Table 2 Different correlations for static Poisson’s ratio developed using AI.

Even though these presented models give good correlations between predicted and actual static Poisson’s ratio, but they still require the availability of the shear and compressional velocities, which are used to estimate dynamic Poison’s ratio, and may not always be available. Therefore, correlating between Poison’s ratio and drilling parameters, which are available from the first encounter to the well, will be extremely beneficial. Moreover, successful applications of using the drilling data to obtain information that usually requires logs have been reported, namely bulk density and sonic velocity logs44,45. Furthermore, the use of drilling data in the estimation of formation pressure and abnormal pressure zones detection is an old technique46,47.

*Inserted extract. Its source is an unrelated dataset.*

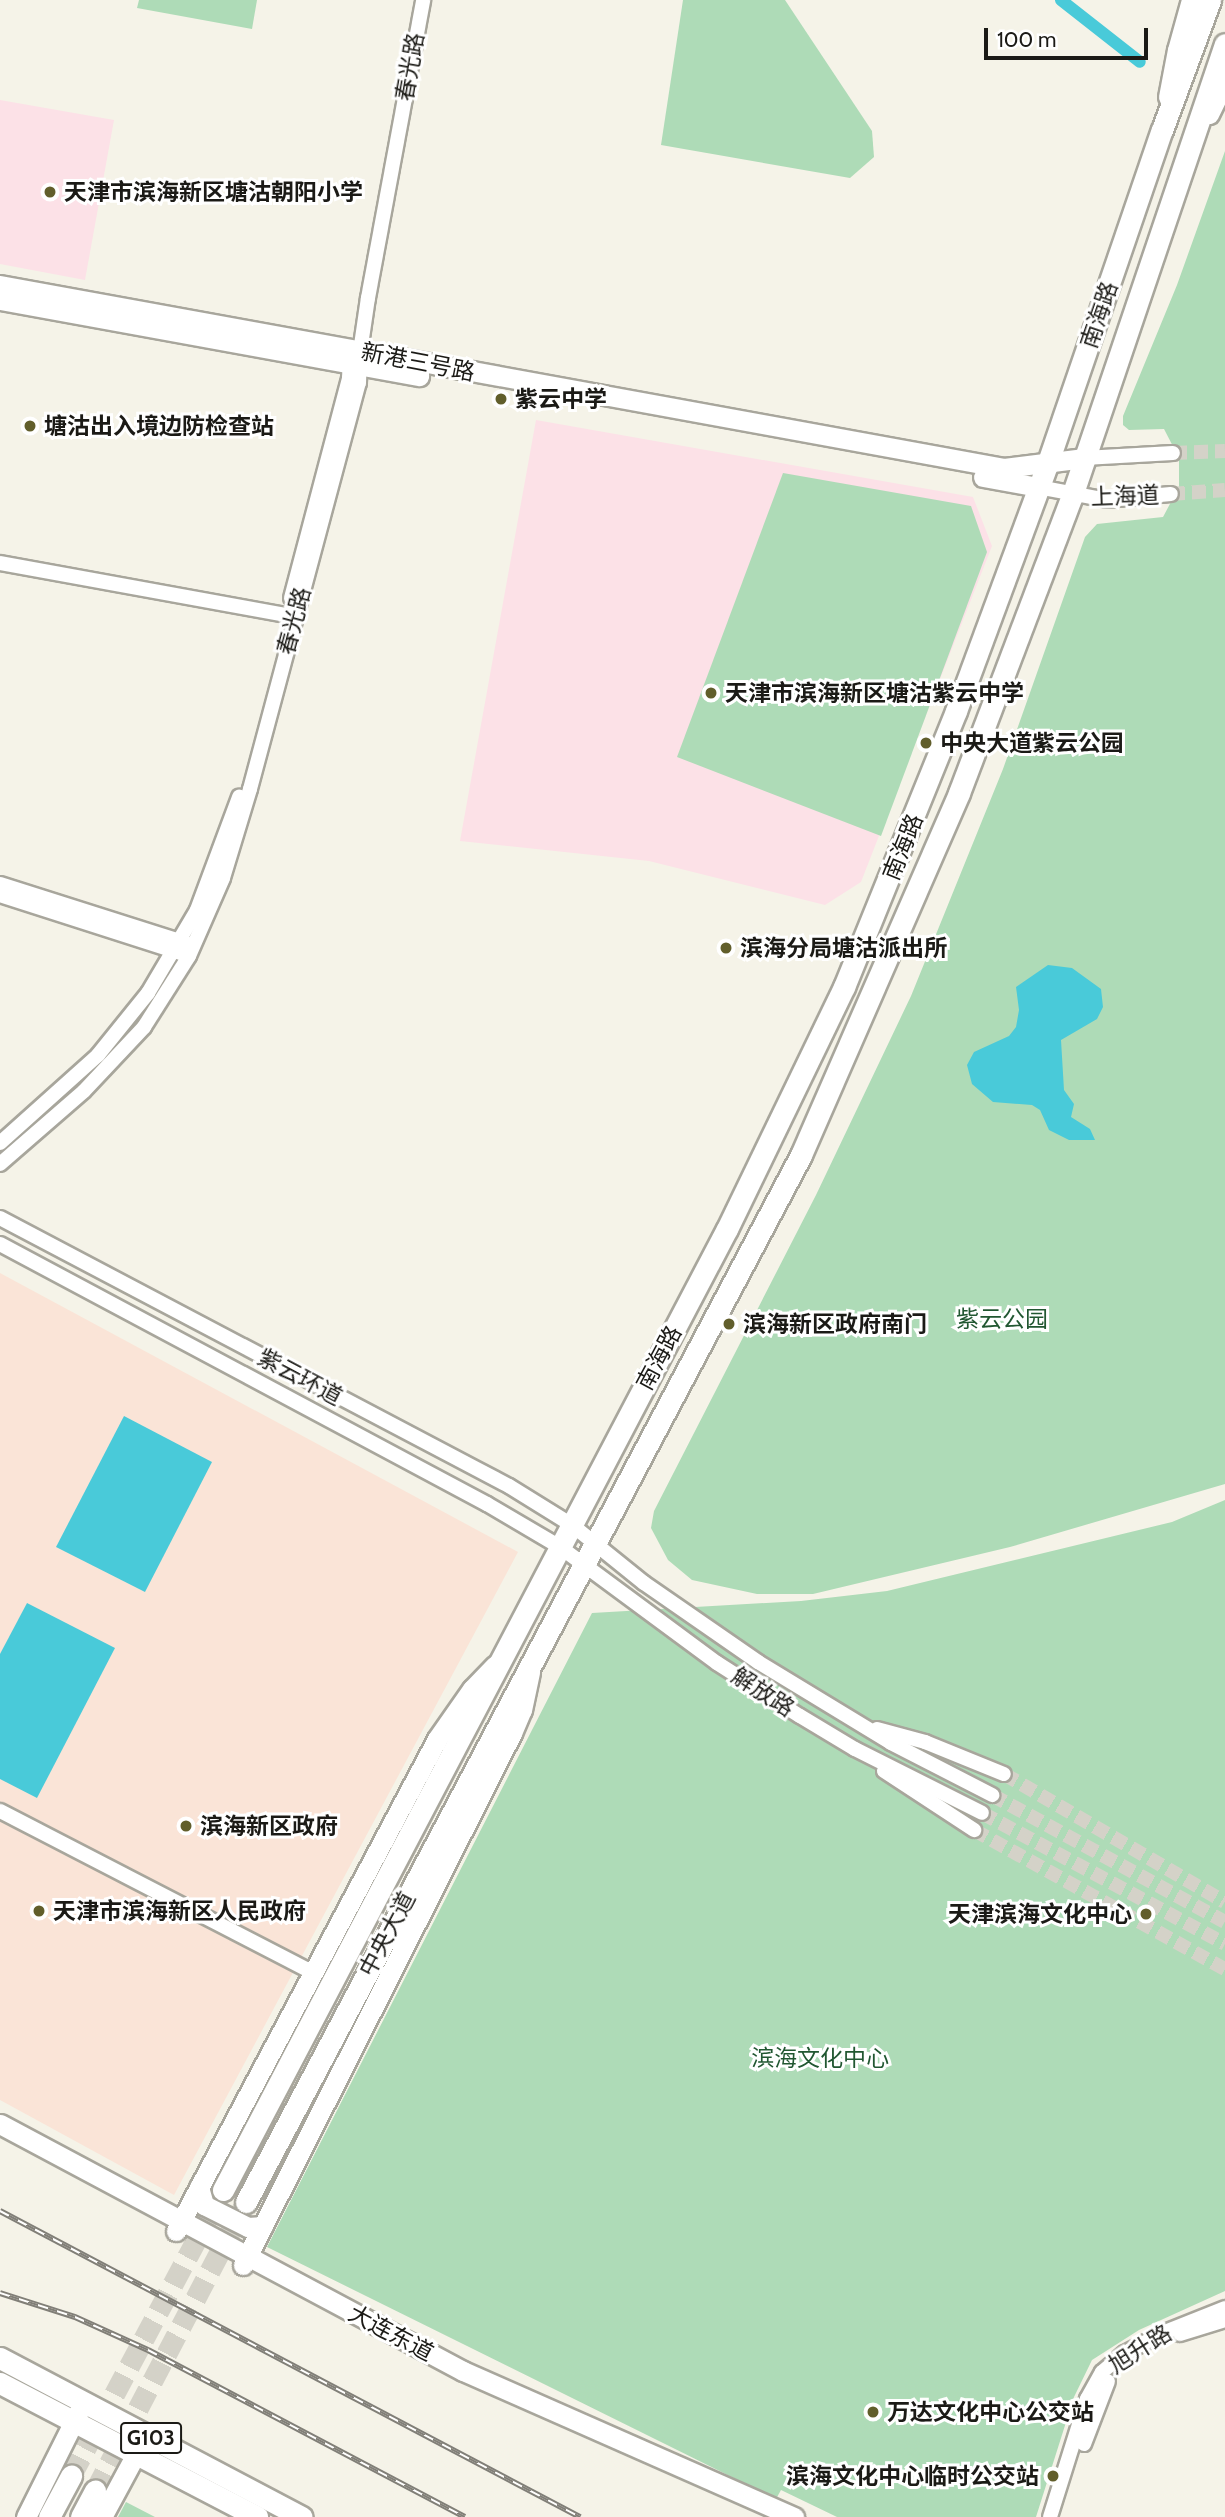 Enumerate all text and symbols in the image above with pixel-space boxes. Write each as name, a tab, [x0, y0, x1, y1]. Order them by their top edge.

The approach presented in this paper is based on the idea that drilling data are always available, easier and earlier to obtain compared to conventional well logs and core samples. The use of drilling parameters for real-time estimation of Poisson’s ratio using different AI techniques is investigated and presented in this paper.

Data and methods

In order to predict Poisson’s Ratio from the drilling parameters, the following steps have been followed. Data for drilling parameters and Young’s modulus have been gathered for two wells. Data from one well, has been used to build the model using several machine learning techniques. The dataset from the second well has been hidden from the algorithms and not used later to validate the built model. Figure 1 summarizes the methodology used for efficient young’s modulus prediction.

Figure 1
figure 1

Flow chart for the methodology used to generate AI-model.

Data description

The collected data for this study were gathered from drilling phase activities in the Middle East. The data covered the drilling parameters and the relevant Poisson’s ratio values during drilling the intermediate section for 12.25″ hole size for vertical profile wells. As shown in Fig. 2, the complex lithology of the drilled formations through Well-1 covered four formation types (shale, sandstone, and carbonate rocks).

Figure 2
figure 2

Lithology column for Well-1.

Well-1 has a total of 2905 data points used to build the model with 70% of the data points for training and 30% for testing the model. 2912 data points from well-2 were hidden from the AI algorithms and used later to validate the built model. Besides the PR that is set as targeted output, each data point contains six drilling parameters used as inputs. The drilling parameters, listed below, were obtained from field measurements and used in building this model:

  • Weight on bit WOB in klb

  • Torque in kft.lbf

  • Standpipe pressure SPP in psi

  • Rotary speed RPM (1/min)

  • Drilling rate of penetration ROP in ft/h

  • Drilling fluid flow Rate in gpm

Data analysis

Before running the data into the machine learning algorithms, the datasets were cleaned from noise and outliers using Matlab code. Statistical analysis of the dataset used to build the models is presented in Table 3.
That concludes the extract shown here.